学会組織が担う教育、ガイドライン策定、政策提言、医師の権益確保等の役割は揺るぎませんが、「対面での学術集会」の意義は問われています。かつては新知見を披露し、場の熱気で研究方向や治療方法を磨く機会になっていましたが、近年は「開催すること」が目的化し、演題は似通い、質疑は形式的で、学びの実感が希薄になりがちです。移動や宿泊、準備の負担を負う若手医師が現地参加を躊躇し、広い会場に空席が目立つのも頷けます。

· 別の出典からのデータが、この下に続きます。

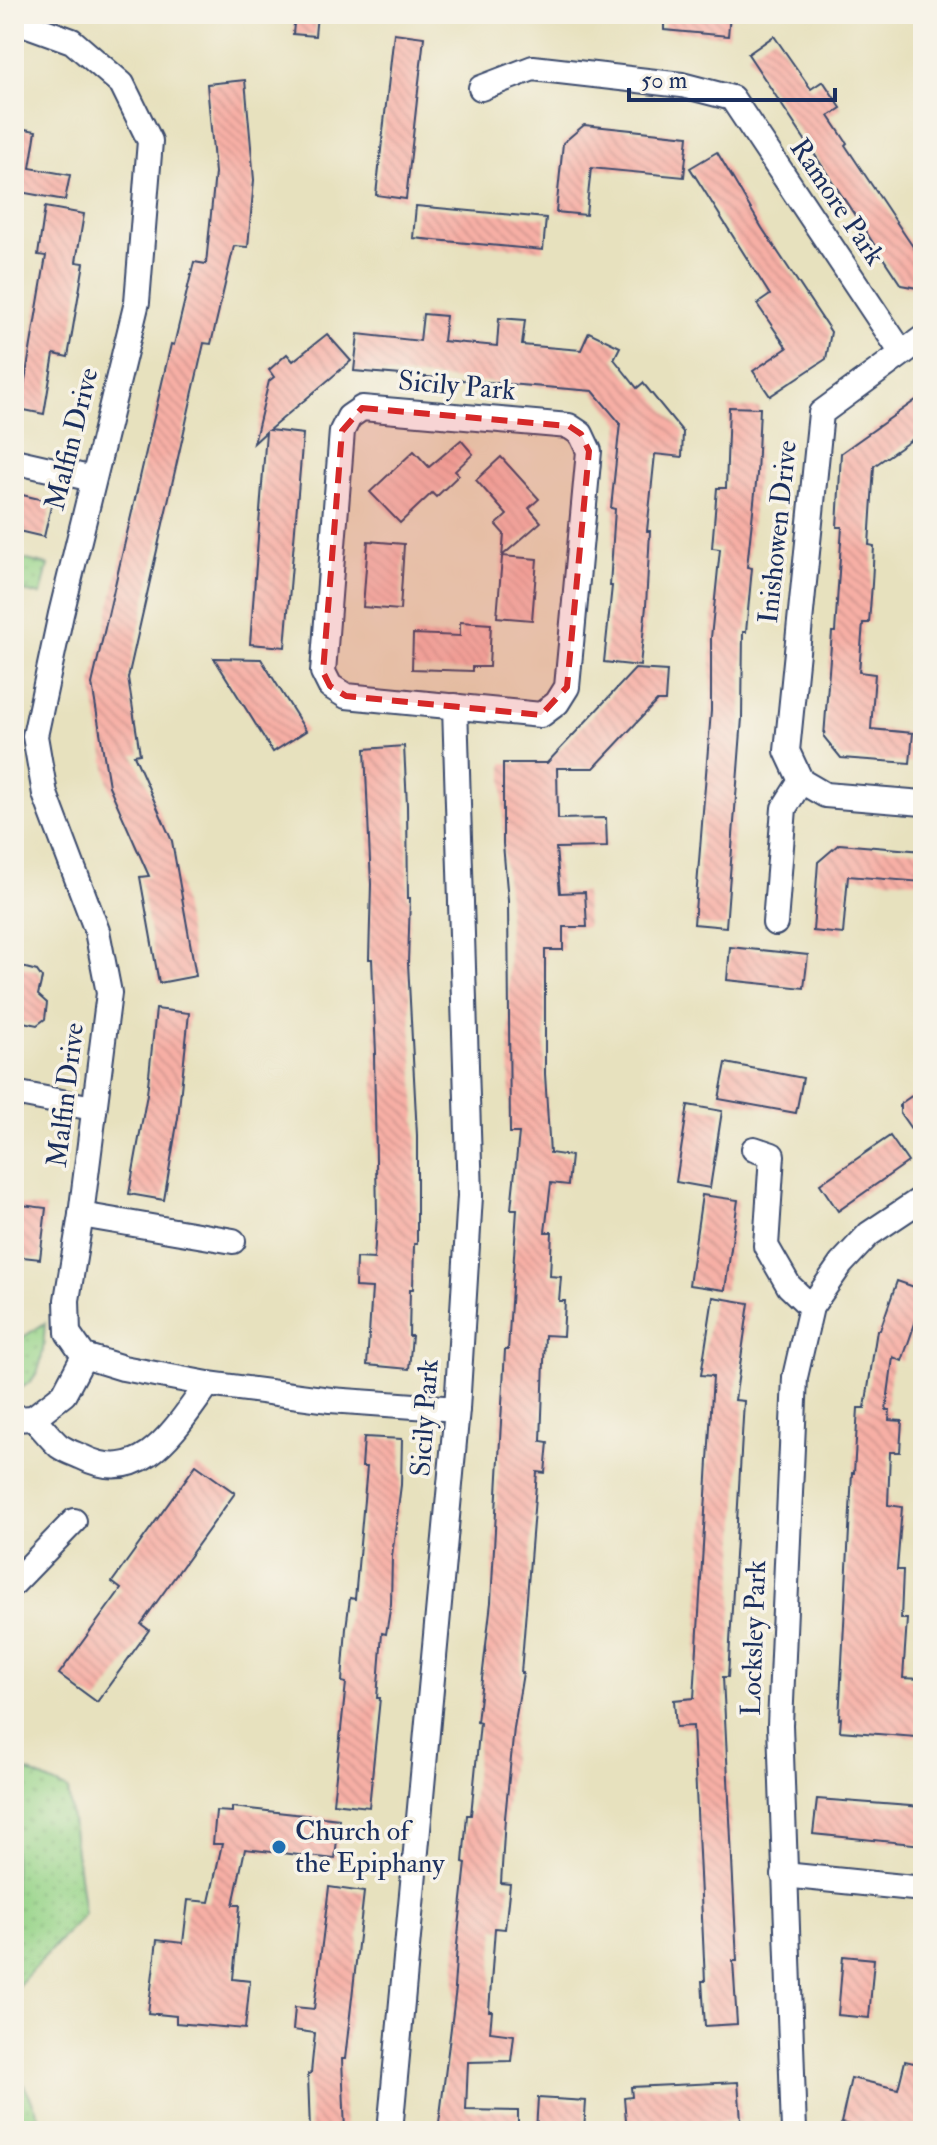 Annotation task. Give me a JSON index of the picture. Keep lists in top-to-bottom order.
{
  "streets": {
    "street": [
      "Ramore Park",
      "Sicily Park",
      "Malfin Drive",
      "Inishowen Drive",
      "Locksley Park"
    ]
  },
  "crossings": [
    ["Ramore Park", "Inishowen Drive"]
  ],
  "places": ["Church of the Epiphany"],
  "scale_bar": "50 m"
} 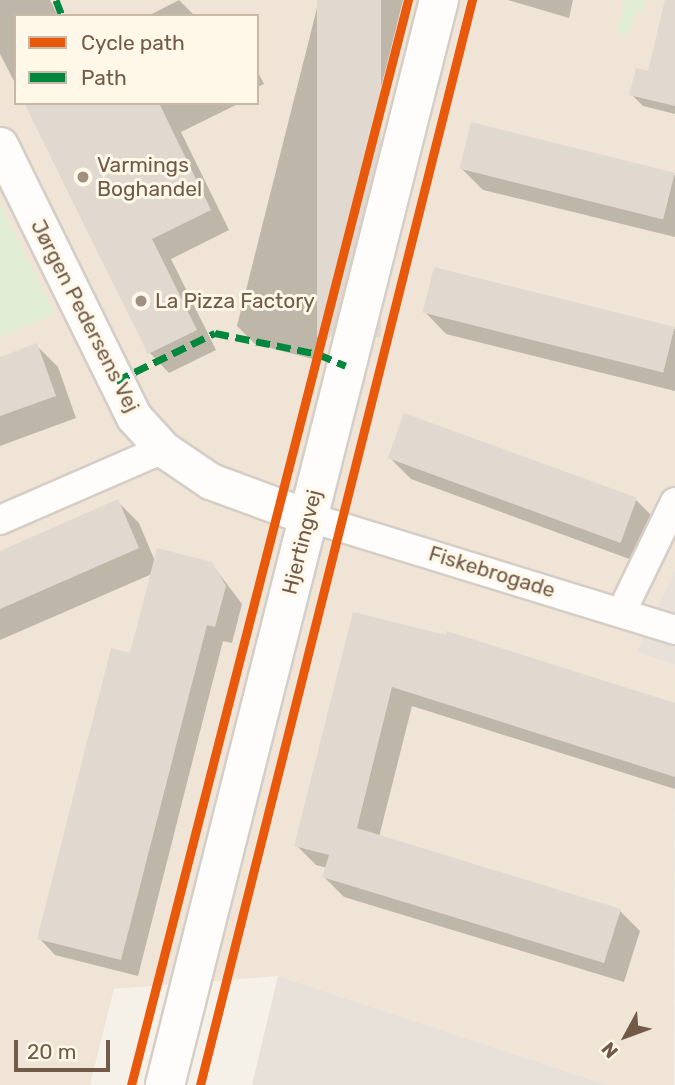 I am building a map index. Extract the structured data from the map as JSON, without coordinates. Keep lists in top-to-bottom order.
{
  "streets": {
    "main road": ["Hjertingvej"],
    "street": ["Jørgen Pedersens Vej", "Fiskebrogade"]
  },
  "crossings": [
    ["Jørgen Pedersens Vej", "Hjertingvej"],
    ["Jørgen Pedersens Vej", "Fiskebrogade"],
    ["Hjertingvej", "Fiskebrogade"]
  ],
  "places": ["Varmings Boghandel", "La Pizza Factory"],
  "legend": ["Cycle path", "Path"],
  "scale_bar": "20 m",
  "north": "bottom left"
}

さらに、COVID-19禍でのオンライン配信により、「人と会わずに学ぶ文化」が定着しました。生成AIによるエビデンス検索、要約や治療アルゴリズムの提案機能は日進月歩で進化しています。数秒で最適候補が手に入る時代に、従来型の口頭発表の価値は相対的に低下しました。
それでも、あの高揚感を忘れてはならないと筆者は思います。対面ならではの「生の物語」は、AIがいくら情報を整理しても再現できない価値です。失敗例に共鳴して次の問いが生まれ、偶然知り合った医師や研究者との雑談からアイデアが生まれ、互いの表情や息づかいを感じながら研ぎ澄まされる議論。これらは、データやスライドだけでは伝わらない“場の持つ力”です。
では、AI時代に向けて、私たちは学術集会をどう再設計すべきでしょうか。まず、“対面”の価値を明確化する必要があります。単なる情報伝達ではなく、「共感と共鳴」を促す場に磨きをかけるべきです。症例報告や研究成果の発表は、要旨を事前にAI要約で共有し、当日はフィッシュボウル形式やラウンドテーブルで深掘り、議論に集中する。参加者同士の対話時間を意図的に組むことで、偶発的出会いから化学反応を起こす仕掛けをつくる。若手が先輩と語り合い、実地で学ぶワークショップやハンズオンは、AIには代替できない実践的学びを提供するでしょう。
また、オンラインとオフラインを融合させたハイブリッド運営も理論的にはよいと思います。事前配信で討論ポイントを皆で把握し、現地では議論に集中し、後日の振り返りもオンラインで可能という方式です。予習・本番・復習というこの形式は、優等生には素晴らしい企画になると思います。面倒くさがり屋の筆者はちょっと遠慮したいのですが(笑)。
学術集会を「過去の遺産」として静かに葬り去るのか、新たなフォーマットを模索して「未来への灯火」とするのか。選択は私たち医師と、研究者一人ひとりの胸に残る火種にかかっています。この黄昏の中で学術集会の炎を絶やさず、あの初めての壇上で感じた震えるほどの高揚を、むしろ鮮やかに燃え上がらせてくれるようになることを、次世代に期待したいと思います。